A NOTE FROM THE YOUNG FAMILY
We are the Young family. We have two children, a son and daughter. Our daughter Kori is three years old. Our son Jaylen is two months old. Kori Bear has Intermediate Severe Salla Disease, diagnosed just a week after her brother was born.
Our Kori Bear is a light in this world. In our world that has been filled with specialists and doctor visits since the day we found out we were pregnant with her. Her father and I were 19 and 18 years old when we found out we were expecting for the first time. Yikes! We had no idea what we were in for. Kori’s 3 years on this earth have been filled with specialists and MRIs, x-rays, special equipment, therapies, medications, hospital stays for weeks at a time; but when you look at her, you don’t see a life full of pain and stress. You see this little angel, a happy little girl who just wants to be included and talked to.

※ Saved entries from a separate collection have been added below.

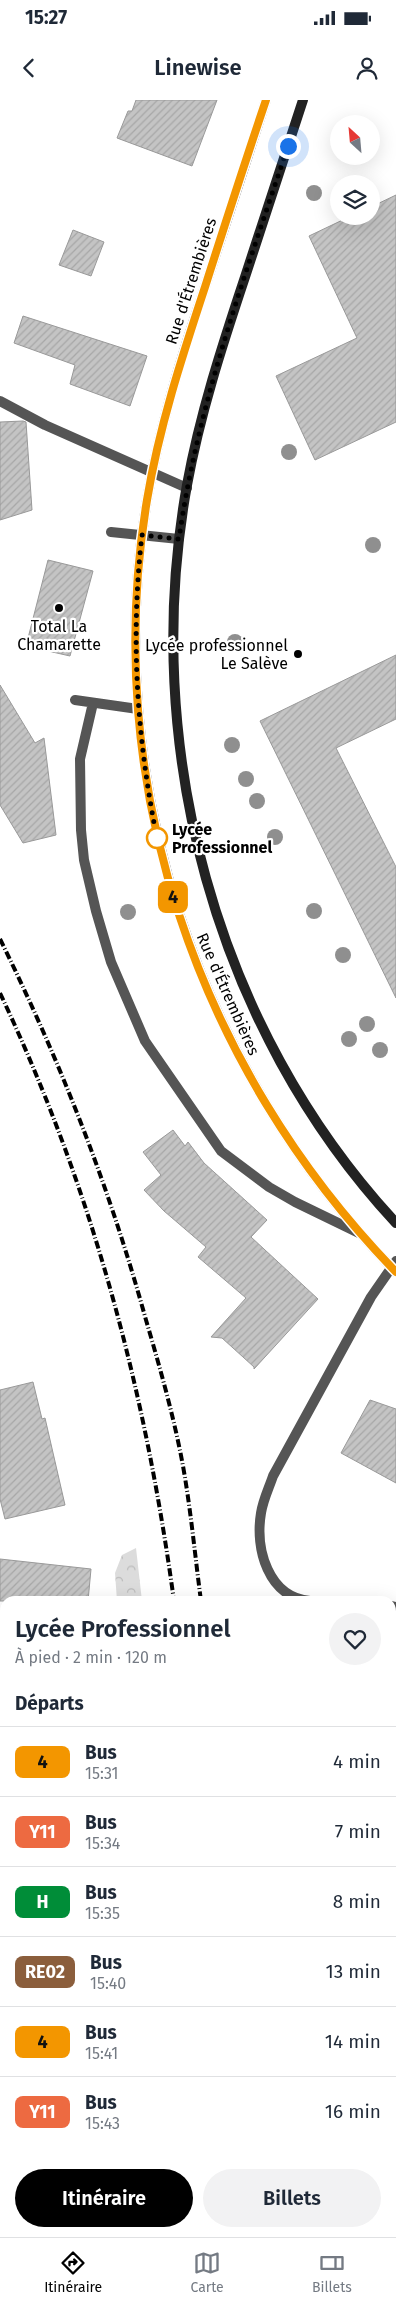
<!DOCTYPE html>
<html lang="fr">
<meta charset="utf-8">
<style>
:root{--surface:#fff;--page:#f2f2f3;--text:#1f2937;--muted:#747a83;--line:#e0e1e3;--accent:#000}
body{margin:0;font-family:"Fira Sans",sans-serif;background:var(--page);color:var(--text);height:100vh;display:flex;flex-direction:column;font-size:19px;white-space:nowrap}
*{box-sizing:border-box;margin:0}
p{font-size:16px;color:var(--muted)}
.icon{flex:none;width:28px;height:28px;fill:none;stroke:currentColor;stroke-width:2;stroke-linecap:round;stroke-linejoin:round}
.map{position:relative;flex:1;overflow:hidden}
.details{position:absolute;left:0px;top:1496px;width:396px;height:641px;display:flex;flex-direction:column;background:var(--surface);border-radius:15px 15px 0 0;box-shadow:0 5px 20px #0002}
.details>*{flex:none}
.badge{padding:0 10px;border-radius:8px;font-size:18px;line-height:32px}
.needle{width:32px;rotate:334deg}
.controls{position:absolute;left:330px;top:15px;display:grid;gap:10px}
.controls a{display:grid;place-items:center;width:50px;height:50px;border-radius:50%;background:var(--surface);box-shadow:0 5px 20px #0002;font-size:25px}
.you{position:absolute;width:25px;height:25px;margin:-12px;border:4px solid #fff;border-radius:50%;background:#1a73e8;box-shadow:0 0 0 8px #1a73e833}
.map>.badge{position:absolute;translate:-50% -50%;box-shadow:0 0 0 2px #fff}
h2{padding:0 15px;font-size:19px;line-height:45px}
.round{display:grid;place-items:center;flex:none;width:52px;height:52px;border-radius:26px;background:var(--page)}
.overview{display:flex;align-items:center;justify-content:space-between;height:85px;padding:0 15px}
h1{font-size:24px;font-weight:600;line-height:38px}
.button{display:flex;gap:10px;margin-top:auto;padding:10px 15px}
.button a{flex:1;height:58px;border-radius:30px;background:var(--accent);color:#fff;font-size:20px;font-weight:600;line-height:58px;text-align:center}
.button a+a{background:var(--page);color:var(--text)}
ul{padding:0;list-style:none}
li{display:flex;align-items:center;gap:15px;height:70px;padding:0 15px;border-top:1px solid var(--line)}
li div{flex:1}
li b{display:block;font-size:19px}
li em{font-style:normal}
li .badge{min-width:55px;font-weight:700;text-align:center}
.status{display:flex;justify-content:space-between;align-items:center;height:35px;padding:0 25px;background:var(--surface);direction:ltr}
.status svg{height:14px;fill:currentColor}
header{display:flex;justify-content:space-between;align-items:center;height:65px;padding:0 15px;background:var(--surface);font-size:22px;font-weight:600}
.tab-bar{display:flex;justify-content:space-around;align-items:center;height:70px;border-top:1px solid var(--line);background:var(--surface);font-size:14px;color:var(--muted)}
.tab-bar a{display:grid;justify-items:center;gap:2px}
.tab-bar .current{color:var(--accent)}
.map>svg:first-child{display:block}
.forest{fill:url(#forest-crowns)}
.water{fill:url(#water-rules)}
.pier{fill:#fff}
.building{fill:url(#building-hatch);stroke:#999}
.lines{fill:none;stroke-linecap:round;stroke-linejoin:round}
.service{stroke:#555;stroke-width:10}
.secondary{stroke:#222;stroke-width:10}
.primary{stroke:#000;stroke-width:12}
.rail{stroke:#000;stroke-width:4;stroke-dasharray:8 2.5 1 2.5;stroke-linecap:butt}
.tree{fill:#8f8f8f}
.line-casing{stroke:#fff;stroke-width:11}
.line{stroke:#f39600;stroke-width:8}
.walk{stroke:#000;stroke-width:5;stroke-dasharray:0 9}
.poi-dot{fill:#000;stroke:#fff;stroke-width:2}
.stop-dot{fill:#fff;stroke:#f39600;stroke-width:2.5}
.labels{text-anchor:middle;dominant-baseline:central;stroke-width:4.5;stroke-linejoin:round;paint-order:stroke}
.street-label{font-size:16px;fill:#000;stroke:#fff}
.poi-label{font-size:16px;fill:#000;stroke:#fff}
.stop-label{font-size:16px;font-weight:bold;fill:#000;stroke:#fff;text-anchor:start}
</style>
<div class="status"><b>15:27</b><svg viewBox="0 0 49 12"><path d="M0 12V9h3v3zM5 12V6h3v6zM10 12V3h3v9zM15 12V0h3v12zM26 1h20v11H26zM47 4h2v5h-2z"/></svg></div>
<header><svg class="icon" aria-label="back" viewBox="0 0 24 24"><path d="M15 5l-7 7 7 7"/></svg>Linewise<svg class="icon" aria-label="person" viewBox="0 0 24 24"><circle cx="12" cy="8" r="4"/><path d="M4 21q1-7 8-7t8 7"/></svg></header>
<div class="map">
<svg width="396" height="2137" viewBox="0 0 396 2137">
<defs>
<pattern id="forest-crowns" width="20" height="18" patternUnits="userSpaceOnUse" patternTransform="scale(1.25)"><rect width="20" height="18" fill="#dcdcdc"/><path d="M2 6a3 3 0 1 1 6 0M12 15a3 3 0 1 1 6 0" fill="none" stroke="#bbb"/></pattern>
<pattern id="water-rules" width="6" height="5" patternUnits="userSpaceOnUse" patternTransform="scale(1.25)"><rect width="6" height="5" fill="#a3a3a3"/><path d="M0 2.5h6" fill="none" stroke="#8b8b8b"/></pattern>
<pattern id="building-hatch" width="6" height="6" patternUnits="userSpaceOnUse" patternTransform="scale(1.25)"><rect width="6" height="6" fill="#c4c4c4"/><path d="M-1 1l2-2M0 6l6-6M5 7l2-2" fill="none" stroke="#a7a7a7"/></pattern>
</defs>
<rect width="100%" height="100%" fill="#fff"/>
<path class="forest" d="M136 1448 142 1501H117L115 1473 122 1455Z
M0 1806H5V1863H0Z
M391 1818H396V1884H391Z"/>
<path class="water" d="M0 1863H5V2132H391V1884H396V2137H0Z"/>
<path class="pier" d="M182 2133H245V2137H182Z"/>
<path class="building" d="M136 0H217L192 66 117 38 128 11H132Z
M396 95V322L315 360 276 276 357 238 309 136 351 116H371V107Z
M73 130 104 142 91 176 59 165Z
M23 216 147 256 130 306 70 284 75 265 14 243Z
M23 321 26 322 32 410 0 420V322Z
M48 460 93 471 70 556 26 546Z
M396 555V619L336 648 396 767V898L260 621Z
M0 585 35 643 44 638 56 735 23 743 0 705Z
M173 1030 185 1046 188 1042 204 1063 267 1120 251 1137 318 1199 254 1269V1267L222 1238 211 1237 246 1198 198 1157 206 1147 164 1111 144 1090 161 1075 143 1052Z
M33 1282 42 1319 45 1318 65 1405 5 1419 0 1399V1290Z
M370 1300 396 1309V1383L341 1353Z
M0 1459 91 1469 88 1501H0Z"/>
<g class="lines">
<path class="service" d="M0 301 45 325 187 388
M111 432 179 439
M75 600 138 609
M93 603 80 659 81 730 84 760 96 811 111 862 145 941 221 1051 269 1087 295 1102 361 1134
M310 1501C268 1497 255 1449 261 1413 263 1400 269 1388 273 1376L371 1197 396 1161
M391 1506 396 1507"/>
<path class="secondary" d="M266 0C245 64 224 128 203 193 180 261 159 329 147 400 100 681 198 969 396 1172
M303 0C284 59 264 118 245 177 222 246 200 314 187 385 140 645 215 928 396 1123"/>
<path class="primary" d="M0 1748 5 1749
M391 1774 396 1775"/>
<path class="rail" d="M0 839C61 963 109 1086 146 1220 160 1268 174 1317 183 1366 191 1411 195 1456 201 1501
M0 893C92 1088 145 1288 174 1501
M203 2132V2137
M226 2132V2137"/>
</g>
<g class="tree">
<circle cx="314" cy="93" r="8"/>
<circle cx="289" cy="352" r="8"/>
<circle cx="373" cy="445" r="8"/>
<circle cx="235" cy="542" r="8"/>
<circle cx="232" cy="645" r="8"/>
<circle cx="246" cy="679" r="8"/>
<circle cx="257" cy="701" r="8"/>
<circle cx="275" cy="737" r="8"/>
<circle cx="314" cy="811" r="8"/>
<circle cx="128" cy="812" r="8"/>
<circle cx="343" cy="855" r="8"/>
<circle cx="367" cy="924" r="8"/>
<circle cx="349" cy="939" r="8"/>
<circle cx="380" cy="950" r="8"/>
</g>
<g class="lines">
<defs>
<path id="line" d="M266 0C245 62 225 124 205 187 182 257 159 327 147 400 100 683 197 967 396 1172"/>
</defs>
<use href="#line" class="line-casing"/>
<use href="#line" class="line"/>
<path class="walk" d="M157 738 158 743C137 641 130 539 142 435L179 439C198 303 245 176 288 46"/>
</g>
<g class="poi-dot">
<circle cx="59" cy="508" r="5"/>
<circle cx="298" cy="554" r="5"/>
</g>
<circle class="stop-dot" cx="157" cy="738" r="10"/>
<g class="labels">
<g class="street-label">
<text transform="translate(191 181) rotate(-72)">Rue d'Étrembières</text>
<text transform="translate(228 894) rotate(66)">Rue d'Étrembières</text>
</g>
<g class="poi-label">
<text x="59" y="526">Total La<tspan x="59" dy="18">Chamarette</tspan></text>
<text x="288" y="545" text-anchor="end">Lycée professionnel<tspan x="288" dy="18">Le Salève</tspan></text>
</g>
<g class="stop-label">
<text x="172" y="729">Lycée<tspan x="172" dy="18">Professionnel</tspan></text>
</g>
</g>
</svg>
<div class="controls">
<a><svg class="needle" viewBox="-14 -14 28 28"><path d="M0-13l5 13h-10z" fill="#e53935"/><path d="M0 13l5-13h-10z" fill="#747a83"/></svg></a>
<a><svg class="icon" aria-label="layers" viewBox="0 0 24 24"><path d="M12 4l9 5-9 5-9-5zM3 14l9 5 9-5"/></svg></a>
</div>
<div class="you" style="left:288px;top:46px"></div>
<b class="badge" style="left:173px;top:797px;background:#f39600;color:#111">4</b>
<section class="details">
<div class="overview"><div><h1>Lycée Professionnel</h1><p>À pied · 2 min · 120 m</p></div><a class="round"><svg class="icon" aria-label="heart" viewBox="0 0 24 24"><path d="M12 20l-8-8c-3-5 5-10 8-4 3-6 11-1 8 4z"/></svg></a></div>
<h2>Départs</h2>
<ul>
<li><span class="badge" style="background:#f39600;color:#111">4</span><div><b>Bus</b><p>15:31</p></div><em>4 min</em></li>
<li><span class="badge" style="background:#ed6a41;color:#fff">Y11</span><div><b>Bus</b><p>15:34</p></div><em>7 min</em></li>
<li><span class="badge" style="background:#008d38;color:#fff">H</span><div><b>Bus</b><p>15:35</p></div><em>8 min</em></li>
<li><span class="badge" style="background:#8b5e3c;color:#fff">RE02</span><div><b>Bus</b><p>15:40</p></div><em>13 min</em></li>
<li><span class="badge" style="background:#f39600;color:#111">4</span><div><b>Bus</b><p>15:41</p></div><em>14 min</em></li>
<li><span class="badge" style="background:#ed6a41;color:#fff">Y11</span><div><b>Bus</b><p>15:43</p></div><em>16 min</em></li>
</ul>
<div class="button"><a>Itinéraire</a><a>Billets</a></div>
</section>
</div>
<nav class="tab-bar">
<a class="current"><svg class="icon" aria-label="directions" viewBox="0 0 24 24"><path d="M12 3l9 9-9 9-9-9zM9 14v-3h6M13 9l2 2-2 2"/></svg>Itinéraire</a>
<a><svg class="icon" aria-label="map" viewBox="0 0 24 24"><path d="M3 6l6-2 6 2 6-2v14l-6 2-6-2-6 2zM9 4v14M15 6v14"/></svg>Carte</a>
<a><svg class="icon" aria-label="tickets" viewBox="0 0 24 24"><path d="M3 7h18v10H3zM15 7v10"/></svg>Billets</a>
</nav>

When my husband and I went into the genetics appointment the day they said they found something, we hoped for the best and expected the worst. Nothing could have prepared us for the words we heard. Genetic. Degenerative. Ultra-rare. No treatment or cure. Can live into early childhood. I sat there hysterical, looking at our week-old son, thinking that there is the chance of us losing not only one, but two children. Our hearts are broken.
That night, I googled everything I could. I sent an email to sallaresearch.org asking for everything, any breakthroughs, doctors, anything I could find to help give us hope. I found Jessica Foglio. God bless her and her family for creating this foundation, for reaching out, for the phone call at 10pm that night that lasted over an hour. Thank you, Jessica, for crying with me.

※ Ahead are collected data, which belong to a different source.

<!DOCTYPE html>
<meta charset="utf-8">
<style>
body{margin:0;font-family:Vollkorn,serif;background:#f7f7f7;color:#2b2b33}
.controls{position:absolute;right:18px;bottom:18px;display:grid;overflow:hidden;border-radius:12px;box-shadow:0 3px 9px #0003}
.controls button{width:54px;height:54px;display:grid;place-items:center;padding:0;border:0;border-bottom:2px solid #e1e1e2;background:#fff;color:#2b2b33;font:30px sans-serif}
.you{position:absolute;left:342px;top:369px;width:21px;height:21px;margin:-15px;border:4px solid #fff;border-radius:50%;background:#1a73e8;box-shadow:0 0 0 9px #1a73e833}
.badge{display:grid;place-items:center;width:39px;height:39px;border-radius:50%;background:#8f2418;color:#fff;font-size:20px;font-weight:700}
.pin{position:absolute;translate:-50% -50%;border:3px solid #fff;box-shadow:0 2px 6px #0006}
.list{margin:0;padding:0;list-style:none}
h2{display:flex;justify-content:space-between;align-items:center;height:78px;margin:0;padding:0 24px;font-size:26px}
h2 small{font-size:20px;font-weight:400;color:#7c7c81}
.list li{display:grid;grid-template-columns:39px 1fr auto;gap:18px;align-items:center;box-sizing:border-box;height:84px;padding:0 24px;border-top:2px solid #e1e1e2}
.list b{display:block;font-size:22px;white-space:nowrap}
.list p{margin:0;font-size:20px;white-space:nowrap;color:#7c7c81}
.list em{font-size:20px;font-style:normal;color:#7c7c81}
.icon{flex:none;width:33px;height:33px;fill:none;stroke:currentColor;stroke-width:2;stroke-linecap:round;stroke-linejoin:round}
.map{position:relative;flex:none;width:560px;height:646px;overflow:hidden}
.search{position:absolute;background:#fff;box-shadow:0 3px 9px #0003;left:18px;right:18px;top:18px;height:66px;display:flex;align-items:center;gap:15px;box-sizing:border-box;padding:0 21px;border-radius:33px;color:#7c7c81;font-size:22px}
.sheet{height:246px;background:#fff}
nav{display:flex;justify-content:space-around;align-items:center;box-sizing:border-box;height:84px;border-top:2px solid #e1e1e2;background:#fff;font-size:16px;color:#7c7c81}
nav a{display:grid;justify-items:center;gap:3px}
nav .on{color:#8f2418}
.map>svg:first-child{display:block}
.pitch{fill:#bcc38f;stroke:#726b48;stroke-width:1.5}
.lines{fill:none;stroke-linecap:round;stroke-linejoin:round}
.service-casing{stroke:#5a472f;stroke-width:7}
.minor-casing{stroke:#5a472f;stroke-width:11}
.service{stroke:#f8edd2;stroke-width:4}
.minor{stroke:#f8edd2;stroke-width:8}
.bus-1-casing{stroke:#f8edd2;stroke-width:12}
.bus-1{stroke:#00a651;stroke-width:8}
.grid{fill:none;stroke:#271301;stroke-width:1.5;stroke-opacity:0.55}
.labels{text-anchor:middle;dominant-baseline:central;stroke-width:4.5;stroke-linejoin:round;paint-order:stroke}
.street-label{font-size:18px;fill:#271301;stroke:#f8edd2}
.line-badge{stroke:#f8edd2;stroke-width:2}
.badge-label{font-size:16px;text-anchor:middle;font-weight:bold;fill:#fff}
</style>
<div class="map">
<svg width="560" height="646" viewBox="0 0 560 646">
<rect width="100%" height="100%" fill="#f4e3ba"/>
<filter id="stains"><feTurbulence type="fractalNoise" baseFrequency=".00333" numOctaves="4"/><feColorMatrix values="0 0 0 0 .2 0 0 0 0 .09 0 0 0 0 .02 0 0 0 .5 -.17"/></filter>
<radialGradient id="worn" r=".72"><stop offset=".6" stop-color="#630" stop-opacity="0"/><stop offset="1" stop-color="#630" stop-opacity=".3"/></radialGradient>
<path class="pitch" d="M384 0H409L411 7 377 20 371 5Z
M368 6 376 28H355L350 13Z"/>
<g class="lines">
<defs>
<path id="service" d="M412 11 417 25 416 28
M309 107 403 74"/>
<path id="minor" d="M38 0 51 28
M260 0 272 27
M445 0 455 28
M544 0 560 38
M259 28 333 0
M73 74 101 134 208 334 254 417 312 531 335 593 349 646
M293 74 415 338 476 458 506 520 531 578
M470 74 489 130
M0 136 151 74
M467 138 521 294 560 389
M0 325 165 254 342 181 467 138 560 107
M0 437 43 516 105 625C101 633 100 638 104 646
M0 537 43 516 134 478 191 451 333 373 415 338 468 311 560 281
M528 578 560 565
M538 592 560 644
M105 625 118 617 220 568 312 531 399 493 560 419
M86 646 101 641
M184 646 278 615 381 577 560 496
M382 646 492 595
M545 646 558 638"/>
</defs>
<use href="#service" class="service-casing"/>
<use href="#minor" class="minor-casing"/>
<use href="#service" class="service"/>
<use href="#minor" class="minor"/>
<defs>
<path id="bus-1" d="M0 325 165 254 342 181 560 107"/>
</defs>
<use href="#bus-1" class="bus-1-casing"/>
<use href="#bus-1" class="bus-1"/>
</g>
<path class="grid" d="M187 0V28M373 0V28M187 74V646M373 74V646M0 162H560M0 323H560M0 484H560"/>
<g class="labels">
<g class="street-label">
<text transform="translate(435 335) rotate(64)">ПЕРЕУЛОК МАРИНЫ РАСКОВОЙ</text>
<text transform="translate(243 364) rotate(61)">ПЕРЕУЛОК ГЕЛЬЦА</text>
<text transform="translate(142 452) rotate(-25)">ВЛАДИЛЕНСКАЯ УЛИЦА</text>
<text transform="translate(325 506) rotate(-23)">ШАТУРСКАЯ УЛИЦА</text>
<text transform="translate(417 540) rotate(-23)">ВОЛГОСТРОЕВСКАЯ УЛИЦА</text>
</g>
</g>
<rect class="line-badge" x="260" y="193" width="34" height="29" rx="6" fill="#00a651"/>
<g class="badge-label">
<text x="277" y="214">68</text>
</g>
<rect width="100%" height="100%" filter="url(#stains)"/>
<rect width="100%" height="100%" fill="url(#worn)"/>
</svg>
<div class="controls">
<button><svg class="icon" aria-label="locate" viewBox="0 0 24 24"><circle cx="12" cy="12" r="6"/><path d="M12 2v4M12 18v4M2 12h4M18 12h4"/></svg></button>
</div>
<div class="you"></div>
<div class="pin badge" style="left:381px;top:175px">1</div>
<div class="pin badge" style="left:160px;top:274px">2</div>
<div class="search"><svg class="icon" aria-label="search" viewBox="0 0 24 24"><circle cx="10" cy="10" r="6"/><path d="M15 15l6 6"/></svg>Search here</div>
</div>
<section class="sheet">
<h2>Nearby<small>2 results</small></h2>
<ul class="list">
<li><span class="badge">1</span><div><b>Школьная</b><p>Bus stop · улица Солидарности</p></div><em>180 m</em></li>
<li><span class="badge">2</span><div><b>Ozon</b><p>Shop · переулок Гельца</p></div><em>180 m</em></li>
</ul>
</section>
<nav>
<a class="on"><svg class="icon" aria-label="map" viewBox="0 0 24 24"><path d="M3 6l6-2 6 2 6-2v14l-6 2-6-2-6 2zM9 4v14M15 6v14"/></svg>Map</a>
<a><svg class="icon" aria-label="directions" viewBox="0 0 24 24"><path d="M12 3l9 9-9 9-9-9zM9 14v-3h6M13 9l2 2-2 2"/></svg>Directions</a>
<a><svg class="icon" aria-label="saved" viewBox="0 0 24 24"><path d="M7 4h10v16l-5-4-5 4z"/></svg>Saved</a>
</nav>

The Salla Treatment and Research Foundation has given our family hope. I pray every day that we find a treatment for our daughter. I pray that we can make a difference in other families’ lives. I pray for the doctors who are working with the foundation. I pray for other families. I pray that one day I will get to hear Kori say, “I love you.”
This is the scariest thing a parent could ever go through, watching your child go through something like this. But I am thankful that we have the community we do to help us get through each and every day. Thank you to our family and friends who have prayed for us and prayed over us. We could not do this without you.
Kori Bear, we will never stop fighting for you. We love you!